Categories of Special Interest

Architectural, Technical


Original Use

House


In Use As

House


Date

1770 - 1830


Coordinates

266514, 441955


Date Recorded

26/09/2008


Date Updated

--/--/--


Description

Detached two-bay single-storey vernacular house, built c. 1800, with two-bay single-storey extension to gable. Single-cell toilet to other gable. Rounded pitched thatched roof with netting restraint and metal rope stays to eaves, smooth rendered chimneystack with terracotta pots to gable. Pitched corrugated-metal roof to extension. Roughcast rendered walls with smooth rendered banded channelled quoins and smooth rendered plinth; whitewashed random rubble walls to gable and extension. Square-headed window openings with one-over-one horned timber sash window to house, and two-over-two horned timber sash window to extension. Square-headed door opening with rendered patent surround and replacement battened timber door; battened timber double doors to extension.

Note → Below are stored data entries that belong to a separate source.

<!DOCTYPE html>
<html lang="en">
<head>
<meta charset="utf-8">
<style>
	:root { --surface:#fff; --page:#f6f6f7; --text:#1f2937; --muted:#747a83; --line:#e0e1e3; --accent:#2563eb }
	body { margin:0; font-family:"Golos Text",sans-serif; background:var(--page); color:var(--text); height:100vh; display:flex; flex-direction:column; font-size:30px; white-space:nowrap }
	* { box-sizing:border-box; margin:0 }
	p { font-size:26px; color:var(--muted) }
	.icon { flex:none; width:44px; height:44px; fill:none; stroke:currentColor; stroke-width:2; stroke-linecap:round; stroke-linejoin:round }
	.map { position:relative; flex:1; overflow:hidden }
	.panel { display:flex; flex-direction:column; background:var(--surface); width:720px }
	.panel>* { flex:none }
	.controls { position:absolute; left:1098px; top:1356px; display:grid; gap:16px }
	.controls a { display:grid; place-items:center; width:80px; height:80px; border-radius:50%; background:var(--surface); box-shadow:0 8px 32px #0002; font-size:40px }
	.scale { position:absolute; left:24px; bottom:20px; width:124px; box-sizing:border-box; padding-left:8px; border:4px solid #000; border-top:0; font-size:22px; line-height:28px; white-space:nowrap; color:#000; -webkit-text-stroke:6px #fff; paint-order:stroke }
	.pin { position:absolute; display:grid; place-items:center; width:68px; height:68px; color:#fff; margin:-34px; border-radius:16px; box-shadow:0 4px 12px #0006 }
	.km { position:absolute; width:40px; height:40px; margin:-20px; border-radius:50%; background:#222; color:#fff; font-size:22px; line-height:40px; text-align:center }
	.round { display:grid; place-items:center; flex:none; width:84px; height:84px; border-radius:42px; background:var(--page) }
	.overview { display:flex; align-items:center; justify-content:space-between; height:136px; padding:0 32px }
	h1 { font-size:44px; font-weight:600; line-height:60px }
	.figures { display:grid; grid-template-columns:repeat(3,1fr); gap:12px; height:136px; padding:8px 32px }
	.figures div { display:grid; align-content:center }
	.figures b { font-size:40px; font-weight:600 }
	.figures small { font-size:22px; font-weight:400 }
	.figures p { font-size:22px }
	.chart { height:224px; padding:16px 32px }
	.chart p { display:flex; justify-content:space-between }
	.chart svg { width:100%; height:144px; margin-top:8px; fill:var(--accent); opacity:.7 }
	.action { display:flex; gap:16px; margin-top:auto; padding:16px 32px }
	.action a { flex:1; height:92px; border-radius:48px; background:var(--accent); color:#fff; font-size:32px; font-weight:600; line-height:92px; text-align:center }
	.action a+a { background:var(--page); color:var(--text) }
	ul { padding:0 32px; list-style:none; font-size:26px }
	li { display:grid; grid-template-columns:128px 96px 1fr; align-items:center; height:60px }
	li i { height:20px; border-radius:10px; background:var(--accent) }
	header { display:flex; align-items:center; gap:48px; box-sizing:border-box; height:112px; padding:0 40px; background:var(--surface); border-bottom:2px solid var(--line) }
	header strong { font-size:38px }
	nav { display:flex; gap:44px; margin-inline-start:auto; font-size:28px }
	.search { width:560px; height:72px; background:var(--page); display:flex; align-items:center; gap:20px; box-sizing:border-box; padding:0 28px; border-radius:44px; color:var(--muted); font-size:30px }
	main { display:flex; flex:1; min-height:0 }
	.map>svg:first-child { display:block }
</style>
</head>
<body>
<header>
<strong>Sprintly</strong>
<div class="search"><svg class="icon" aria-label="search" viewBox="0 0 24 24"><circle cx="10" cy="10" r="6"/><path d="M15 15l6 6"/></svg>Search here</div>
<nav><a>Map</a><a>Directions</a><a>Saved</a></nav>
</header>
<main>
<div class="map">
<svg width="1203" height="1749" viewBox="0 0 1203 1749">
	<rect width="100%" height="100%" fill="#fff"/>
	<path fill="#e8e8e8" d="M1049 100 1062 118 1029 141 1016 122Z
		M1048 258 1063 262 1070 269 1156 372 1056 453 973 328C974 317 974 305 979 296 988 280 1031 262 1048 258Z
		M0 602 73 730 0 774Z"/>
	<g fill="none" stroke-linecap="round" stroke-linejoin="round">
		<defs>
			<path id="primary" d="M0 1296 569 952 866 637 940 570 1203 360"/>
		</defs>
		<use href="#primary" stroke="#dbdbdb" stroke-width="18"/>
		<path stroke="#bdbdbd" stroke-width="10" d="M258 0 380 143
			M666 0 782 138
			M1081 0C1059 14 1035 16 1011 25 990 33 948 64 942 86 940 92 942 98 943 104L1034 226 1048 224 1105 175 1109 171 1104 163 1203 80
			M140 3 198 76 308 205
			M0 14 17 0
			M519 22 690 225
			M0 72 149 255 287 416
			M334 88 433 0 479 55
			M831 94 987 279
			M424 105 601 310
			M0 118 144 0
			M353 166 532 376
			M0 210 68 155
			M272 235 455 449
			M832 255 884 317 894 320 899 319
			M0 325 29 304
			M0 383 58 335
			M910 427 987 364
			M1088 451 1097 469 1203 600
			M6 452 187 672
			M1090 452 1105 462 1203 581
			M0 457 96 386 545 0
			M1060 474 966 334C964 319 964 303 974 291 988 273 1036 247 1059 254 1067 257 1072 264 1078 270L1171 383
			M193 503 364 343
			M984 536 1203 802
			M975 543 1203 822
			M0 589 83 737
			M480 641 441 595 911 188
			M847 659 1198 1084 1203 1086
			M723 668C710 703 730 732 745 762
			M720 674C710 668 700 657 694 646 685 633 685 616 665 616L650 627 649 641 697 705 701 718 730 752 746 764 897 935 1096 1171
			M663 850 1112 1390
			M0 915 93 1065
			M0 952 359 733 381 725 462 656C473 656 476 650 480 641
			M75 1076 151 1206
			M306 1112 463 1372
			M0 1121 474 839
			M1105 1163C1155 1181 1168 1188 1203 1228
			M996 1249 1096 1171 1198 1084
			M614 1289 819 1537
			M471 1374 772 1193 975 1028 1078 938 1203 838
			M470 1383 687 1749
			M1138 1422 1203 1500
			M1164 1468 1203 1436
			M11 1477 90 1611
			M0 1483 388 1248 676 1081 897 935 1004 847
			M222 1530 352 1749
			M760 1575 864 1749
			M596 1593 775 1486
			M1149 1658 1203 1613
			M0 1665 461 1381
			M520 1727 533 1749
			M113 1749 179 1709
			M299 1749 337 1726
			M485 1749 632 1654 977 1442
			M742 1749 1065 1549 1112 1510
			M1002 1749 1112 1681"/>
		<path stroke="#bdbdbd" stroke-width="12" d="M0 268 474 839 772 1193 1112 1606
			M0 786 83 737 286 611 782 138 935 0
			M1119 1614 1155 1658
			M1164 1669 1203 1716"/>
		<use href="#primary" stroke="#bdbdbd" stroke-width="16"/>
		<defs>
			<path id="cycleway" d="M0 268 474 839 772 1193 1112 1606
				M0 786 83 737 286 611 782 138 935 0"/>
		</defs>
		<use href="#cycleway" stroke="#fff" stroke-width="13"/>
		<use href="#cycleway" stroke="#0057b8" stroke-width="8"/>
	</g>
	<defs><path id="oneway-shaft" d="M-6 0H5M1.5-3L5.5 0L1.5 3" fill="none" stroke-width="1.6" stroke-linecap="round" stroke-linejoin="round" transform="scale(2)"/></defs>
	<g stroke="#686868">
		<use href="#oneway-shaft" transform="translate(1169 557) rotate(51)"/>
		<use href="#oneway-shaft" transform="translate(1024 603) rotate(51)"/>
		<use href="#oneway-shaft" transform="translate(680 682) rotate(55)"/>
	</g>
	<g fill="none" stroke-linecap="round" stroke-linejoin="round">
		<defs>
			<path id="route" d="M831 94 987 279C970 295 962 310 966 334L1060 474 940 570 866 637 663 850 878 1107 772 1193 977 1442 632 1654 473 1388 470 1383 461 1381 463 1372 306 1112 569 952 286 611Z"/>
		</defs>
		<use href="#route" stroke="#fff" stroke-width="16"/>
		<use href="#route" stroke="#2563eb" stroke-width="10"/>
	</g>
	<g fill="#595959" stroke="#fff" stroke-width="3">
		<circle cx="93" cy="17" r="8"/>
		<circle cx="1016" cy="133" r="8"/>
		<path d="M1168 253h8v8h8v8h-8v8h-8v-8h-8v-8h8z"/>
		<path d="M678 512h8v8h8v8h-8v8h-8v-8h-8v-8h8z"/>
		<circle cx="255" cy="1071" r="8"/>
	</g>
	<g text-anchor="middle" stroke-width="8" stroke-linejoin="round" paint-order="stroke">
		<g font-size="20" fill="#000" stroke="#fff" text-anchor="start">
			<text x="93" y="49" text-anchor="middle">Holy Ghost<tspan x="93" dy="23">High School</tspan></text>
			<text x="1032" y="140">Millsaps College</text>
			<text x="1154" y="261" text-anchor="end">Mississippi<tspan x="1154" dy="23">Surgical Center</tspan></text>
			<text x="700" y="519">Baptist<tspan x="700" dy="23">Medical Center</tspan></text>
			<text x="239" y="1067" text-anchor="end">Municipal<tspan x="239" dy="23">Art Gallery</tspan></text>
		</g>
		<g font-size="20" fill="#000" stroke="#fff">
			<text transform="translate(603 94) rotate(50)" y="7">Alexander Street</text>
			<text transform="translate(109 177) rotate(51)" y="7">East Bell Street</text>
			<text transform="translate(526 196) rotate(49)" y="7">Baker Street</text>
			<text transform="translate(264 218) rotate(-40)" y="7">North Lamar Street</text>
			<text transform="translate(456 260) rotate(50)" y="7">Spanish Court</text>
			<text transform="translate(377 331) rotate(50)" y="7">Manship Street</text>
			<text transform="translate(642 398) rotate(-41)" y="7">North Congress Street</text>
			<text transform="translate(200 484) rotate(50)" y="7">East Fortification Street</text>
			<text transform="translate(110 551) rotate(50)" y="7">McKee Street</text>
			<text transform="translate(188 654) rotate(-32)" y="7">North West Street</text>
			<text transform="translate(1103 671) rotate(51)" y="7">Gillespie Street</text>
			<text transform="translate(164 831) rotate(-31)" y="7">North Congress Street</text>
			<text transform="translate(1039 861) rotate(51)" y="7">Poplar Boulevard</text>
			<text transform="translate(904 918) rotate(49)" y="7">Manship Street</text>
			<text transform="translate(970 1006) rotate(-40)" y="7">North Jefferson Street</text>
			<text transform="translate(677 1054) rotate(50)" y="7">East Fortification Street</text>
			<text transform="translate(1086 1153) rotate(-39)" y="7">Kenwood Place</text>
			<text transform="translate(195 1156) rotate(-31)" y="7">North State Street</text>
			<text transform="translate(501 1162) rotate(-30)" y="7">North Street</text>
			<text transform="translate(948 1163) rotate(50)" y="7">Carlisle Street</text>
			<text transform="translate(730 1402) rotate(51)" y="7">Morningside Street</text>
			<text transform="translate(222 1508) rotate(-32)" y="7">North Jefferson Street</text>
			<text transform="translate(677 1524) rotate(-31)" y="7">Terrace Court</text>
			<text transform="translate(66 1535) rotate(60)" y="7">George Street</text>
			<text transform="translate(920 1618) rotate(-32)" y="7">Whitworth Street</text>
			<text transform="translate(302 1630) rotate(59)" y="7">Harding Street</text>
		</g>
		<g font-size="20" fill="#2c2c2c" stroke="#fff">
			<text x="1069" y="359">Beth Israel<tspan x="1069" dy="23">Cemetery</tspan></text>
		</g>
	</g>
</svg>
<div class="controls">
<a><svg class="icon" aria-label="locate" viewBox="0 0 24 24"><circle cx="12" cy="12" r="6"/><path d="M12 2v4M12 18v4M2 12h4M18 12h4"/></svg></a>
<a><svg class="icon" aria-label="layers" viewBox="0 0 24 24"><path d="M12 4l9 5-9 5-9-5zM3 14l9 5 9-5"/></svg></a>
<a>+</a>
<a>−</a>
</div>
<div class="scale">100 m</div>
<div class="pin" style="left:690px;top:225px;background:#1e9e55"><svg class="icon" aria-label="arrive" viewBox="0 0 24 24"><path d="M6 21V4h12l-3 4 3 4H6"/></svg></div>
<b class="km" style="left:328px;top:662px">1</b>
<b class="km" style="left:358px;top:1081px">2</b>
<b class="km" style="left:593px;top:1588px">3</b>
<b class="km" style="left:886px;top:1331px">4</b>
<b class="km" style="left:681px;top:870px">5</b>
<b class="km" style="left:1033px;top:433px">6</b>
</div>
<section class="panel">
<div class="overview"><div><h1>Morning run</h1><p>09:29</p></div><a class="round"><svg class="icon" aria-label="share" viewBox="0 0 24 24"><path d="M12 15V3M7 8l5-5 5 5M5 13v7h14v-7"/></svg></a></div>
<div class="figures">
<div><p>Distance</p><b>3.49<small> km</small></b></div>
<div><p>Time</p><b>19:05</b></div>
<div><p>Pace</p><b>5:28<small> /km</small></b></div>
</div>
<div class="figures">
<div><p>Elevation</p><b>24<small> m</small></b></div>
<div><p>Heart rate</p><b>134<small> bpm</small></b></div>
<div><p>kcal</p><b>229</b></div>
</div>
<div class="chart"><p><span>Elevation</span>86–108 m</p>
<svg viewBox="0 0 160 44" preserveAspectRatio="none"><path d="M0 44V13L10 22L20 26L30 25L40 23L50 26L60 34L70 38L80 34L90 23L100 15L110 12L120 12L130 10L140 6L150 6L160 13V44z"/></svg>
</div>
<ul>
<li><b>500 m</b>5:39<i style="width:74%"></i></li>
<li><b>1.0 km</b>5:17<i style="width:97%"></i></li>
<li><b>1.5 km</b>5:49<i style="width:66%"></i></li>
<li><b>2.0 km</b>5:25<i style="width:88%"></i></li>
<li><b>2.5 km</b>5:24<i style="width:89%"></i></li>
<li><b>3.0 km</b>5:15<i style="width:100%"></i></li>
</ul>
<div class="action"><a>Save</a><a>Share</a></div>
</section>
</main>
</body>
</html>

Set within own grounds with neighbouring thatch (40902216) to east.

Appraisal

An unusual thatched vernacular house that has been extended into part of the attached outbuilding. It also looks as if the building could have formed part of a vernacular terrace which has now been demolished. Thatched buildings, although still relatively common in Inishowen, nationally are becoming increasingly rare making their survival a matter of importance. The rounded pitched roof is designed to minimise the impact of high winds, demonstrating the subtle adaptation of more common thatch detail to accommodate local climatic variations in exposed areas such as the Inishowen peninsula. It appears to be marked on the Ordnance Survey first edition six-inch map of c. 1837.